The EcoHealth Alliance is a nonprofit that supposedly supports research regarding emerging diseases. Daszak, EcoHealth's president, became infamous last year when he led the World Health Organization's Wuhan coronavirus (COVID-19) investigative team on a strictly guided tour of Wuhan.
Daszak and his EcoHealth Alliance have been instrumental in discrediting the lab leak origin theory of the coronavirus. This theory suggests that the coronavirus was engineered in a lab in the WIV, where it leaked after it infected one of the institute's personnel.
The EcoHealth Alliance is also guilty of funneling potentially millions in taxpayer dollars from Dr. Anthony Fauci's National Institute of Allergy and Infectious Diseases to the WIV, supposedly to conduct studies on bat-borne coronaviruses.
Google's charity arm, Google.org, has been funding the EcoHealth Alliance since at least 2010. This is according to various scientific studies procured by The National Pulse between 2010 and 2018.
One 2010 study, involving bat flaviviruses, lists Daszak and EcoHealth Alliance Vice President Jonathan Epstein as the authors. It thanks Google.org for providing funding for the study. A 2014 study authored by Daszak regarding henipavirus spillover was also partially supported by Google.org.

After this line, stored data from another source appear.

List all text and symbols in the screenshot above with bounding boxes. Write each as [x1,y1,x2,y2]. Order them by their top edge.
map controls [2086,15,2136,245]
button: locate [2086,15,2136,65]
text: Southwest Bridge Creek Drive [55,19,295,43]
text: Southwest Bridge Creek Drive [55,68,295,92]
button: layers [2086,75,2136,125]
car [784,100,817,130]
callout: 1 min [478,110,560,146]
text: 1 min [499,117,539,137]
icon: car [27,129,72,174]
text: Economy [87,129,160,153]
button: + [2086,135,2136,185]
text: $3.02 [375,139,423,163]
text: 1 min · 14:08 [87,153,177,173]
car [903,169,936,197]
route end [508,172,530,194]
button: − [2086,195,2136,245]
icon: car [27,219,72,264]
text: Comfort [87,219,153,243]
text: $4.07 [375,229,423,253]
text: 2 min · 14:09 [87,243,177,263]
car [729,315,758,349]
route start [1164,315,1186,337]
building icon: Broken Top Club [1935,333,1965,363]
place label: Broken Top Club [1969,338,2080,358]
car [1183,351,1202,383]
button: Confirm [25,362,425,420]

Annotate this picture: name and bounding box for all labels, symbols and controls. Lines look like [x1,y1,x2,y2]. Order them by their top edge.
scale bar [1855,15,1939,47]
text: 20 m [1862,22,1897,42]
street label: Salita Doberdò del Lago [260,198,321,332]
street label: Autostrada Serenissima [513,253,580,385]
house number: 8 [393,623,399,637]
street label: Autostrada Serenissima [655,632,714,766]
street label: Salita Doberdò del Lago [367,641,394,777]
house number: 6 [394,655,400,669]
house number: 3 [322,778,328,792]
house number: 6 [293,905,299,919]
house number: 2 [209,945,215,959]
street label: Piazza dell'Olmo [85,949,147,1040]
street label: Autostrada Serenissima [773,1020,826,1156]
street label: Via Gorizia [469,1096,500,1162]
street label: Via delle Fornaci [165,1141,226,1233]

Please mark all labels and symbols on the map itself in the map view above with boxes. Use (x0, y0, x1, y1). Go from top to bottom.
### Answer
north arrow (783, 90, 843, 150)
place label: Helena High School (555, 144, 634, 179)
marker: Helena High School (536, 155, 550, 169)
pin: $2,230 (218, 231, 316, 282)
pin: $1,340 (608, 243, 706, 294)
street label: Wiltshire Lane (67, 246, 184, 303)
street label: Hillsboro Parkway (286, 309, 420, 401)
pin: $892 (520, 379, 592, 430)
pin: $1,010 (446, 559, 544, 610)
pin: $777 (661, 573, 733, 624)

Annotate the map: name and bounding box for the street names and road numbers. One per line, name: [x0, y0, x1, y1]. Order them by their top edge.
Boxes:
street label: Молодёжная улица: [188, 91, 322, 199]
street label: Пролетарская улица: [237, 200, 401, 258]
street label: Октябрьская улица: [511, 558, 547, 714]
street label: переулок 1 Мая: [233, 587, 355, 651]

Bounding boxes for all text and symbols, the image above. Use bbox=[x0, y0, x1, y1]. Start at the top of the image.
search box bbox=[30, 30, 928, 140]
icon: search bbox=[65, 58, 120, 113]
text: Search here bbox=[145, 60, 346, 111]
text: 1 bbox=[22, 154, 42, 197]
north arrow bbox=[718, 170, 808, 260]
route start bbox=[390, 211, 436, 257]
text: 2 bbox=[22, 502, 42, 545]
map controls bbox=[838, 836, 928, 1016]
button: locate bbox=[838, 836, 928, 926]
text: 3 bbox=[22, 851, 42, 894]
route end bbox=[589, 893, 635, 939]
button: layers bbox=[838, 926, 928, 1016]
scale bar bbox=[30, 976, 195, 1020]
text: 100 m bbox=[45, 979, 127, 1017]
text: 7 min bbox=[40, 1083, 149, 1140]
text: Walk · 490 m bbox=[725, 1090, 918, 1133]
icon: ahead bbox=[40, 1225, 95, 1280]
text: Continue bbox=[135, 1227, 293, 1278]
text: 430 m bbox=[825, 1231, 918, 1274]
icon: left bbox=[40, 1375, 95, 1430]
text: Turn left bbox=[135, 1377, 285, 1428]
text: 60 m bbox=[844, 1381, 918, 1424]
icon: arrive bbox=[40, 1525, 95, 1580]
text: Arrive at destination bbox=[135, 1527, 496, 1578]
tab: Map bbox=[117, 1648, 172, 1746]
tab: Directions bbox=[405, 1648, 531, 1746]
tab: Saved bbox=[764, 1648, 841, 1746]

Daszak and Epstein are also listed as the authors of another paper from 2015. This paper said it was "supported by funding from the U.S. Agency for International Development" (USAID) and Google.org.
The USAID's funding for the EcoHealth Alliance reportedly came from the Department of Defense. The Pentagon, through USAID, gave EcoHealth Alliance $39 million between 2013 and 2020. Some of this money even went to the WIV for its coronavirus research.
More importantly, a paper authored by EcoHealth Alliance researchers and funded by Google.org looked into the "perceptions associated with transmission of pathogens with pandemic potential in highly exposed human populations at the animal-human interface."
According to The National Pulse investigative reporter Natalie Winters, this paper appears to be laying the groundwork for the "natural origin" theory of the coronavirus. It tries to support the possibility of SARS-like animal-borne coronaviruses being passed on to humans naturally through sites like wet markets.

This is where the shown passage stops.